Mhachkay ("Turkish: Meçkey", "Tatar Language: Мәцкәй (Мәчкәй) and Mäçkäy or Мәчекәй sometimes Мәсек", "Azerbaijani Language: Məçkəy, "Russian: Mасек) is a creature in Turkic (especially Tatar) mythology which is somewhat similar to a vampire.

==Description==
A person born with two hearts and two souls was believed to be a Mhachkay. When one was recognized it was chased away from human habitations. Mhachkays were usually people who died at a young age, but only one soul passed on, and the other soul caused the deceased Mhachkay to come alive and prey upon other living beings. These undead creatures fly at night in the form of an owl and attack night-time travelers and people who wander off into the woods, sucking out their blood and eating out their insides. A Mhachkay could also be satisfied with animal blood, for a short period of time. When a person recognized as a Mhachkay dies, decapitating the corpse and burying the head separate from the rest of the body is said to prevent a Mhachkay from rising back from the dead; burying the body face down with a sickle around its head is said to work as well. Anyone found wandering the forests with fresh soil and blood covering their hands, and possibly torn fingernails were believed to be a Mhachkay as well.

==A Mhachkay event in the Ottoman Empire==
Ahmed Şükrü Efendi, kadı (judge) of Veliko Tarnovo, reported an event to the capital city. With a letter he published the happenings in the journal Takvim-i Vakayi (date: 19 Rebiulahir 1249 /1833):

“There have been manifestations of vampires in Tirnovo. (...) A huge crowd went to the graveyard. As he turned the painted piece of wood on his finger, the painting stood in front of the graves of two brigands, Tetikoğlu Ali and Apti Alemdar, formerly members of the Janissary corps, and bloody tyrants. The graves were dug up. The cadavers were found to have grown by a half, their hair and nails had grown longer by three or four inches. Their eyes were inundated by blood, and looked terrifying. All of the crowd assembled at the graveyard saw it. When alive, these men had committed all kinds of mischief, including rape, theft and murder; when their corps was abolished, they had not been delivered to the executioner, interestingly, as evidenced by their age they had died a natural death.

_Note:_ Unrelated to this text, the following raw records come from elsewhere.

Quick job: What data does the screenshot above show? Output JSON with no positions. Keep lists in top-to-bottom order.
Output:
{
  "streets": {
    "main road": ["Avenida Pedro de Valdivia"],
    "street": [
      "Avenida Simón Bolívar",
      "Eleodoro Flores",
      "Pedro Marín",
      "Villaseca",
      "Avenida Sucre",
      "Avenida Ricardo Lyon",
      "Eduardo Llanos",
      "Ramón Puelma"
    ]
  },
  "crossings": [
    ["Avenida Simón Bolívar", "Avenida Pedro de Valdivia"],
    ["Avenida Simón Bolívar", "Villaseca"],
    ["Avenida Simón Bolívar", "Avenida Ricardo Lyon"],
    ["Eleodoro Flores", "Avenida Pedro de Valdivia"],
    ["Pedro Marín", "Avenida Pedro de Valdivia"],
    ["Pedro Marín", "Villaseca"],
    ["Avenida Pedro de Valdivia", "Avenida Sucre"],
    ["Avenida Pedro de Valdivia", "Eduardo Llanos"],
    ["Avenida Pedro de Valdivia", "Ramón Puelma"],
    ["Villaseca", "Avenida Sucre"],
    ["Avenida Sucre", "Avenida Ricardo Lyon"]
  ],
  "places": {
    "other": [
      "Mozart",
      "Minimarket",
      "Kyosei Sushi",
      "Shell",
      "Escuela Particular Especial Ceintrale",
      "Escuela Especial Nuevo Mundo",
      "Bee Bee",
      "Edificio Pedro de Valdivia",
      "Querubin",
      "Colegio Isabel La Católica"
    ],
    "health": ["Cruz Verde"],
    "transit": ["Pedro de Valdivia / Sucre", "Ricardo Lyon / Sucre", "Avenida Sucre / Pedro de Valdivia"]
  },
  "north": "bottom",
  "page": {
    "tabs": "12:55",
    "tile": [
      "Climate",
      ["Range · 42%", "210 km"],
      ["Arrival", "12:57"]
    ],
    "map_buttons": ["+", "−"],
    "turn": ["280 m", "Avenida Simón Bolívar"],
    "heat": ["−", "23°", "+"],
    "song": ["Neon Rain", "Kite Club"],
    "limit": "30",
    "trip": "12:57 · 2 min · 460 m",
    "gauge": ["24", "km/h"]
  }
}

Unsatisfied by their mischievous life, they now harassed people as evil spirits. According to the description of Nikola the exorcist, in order to expel such evil spirits, one has to drive a wooden stake into the belly of their cadavers and pour boiling water onto their hearts. Ali Alemdar’s and Apti Alemdar’s corpses were removed from their graves. Wooden stakes were driven into their bellies and their hearts were boiled with a cauldron of water, but with no result. The exorcist said: we must burn these corpses.”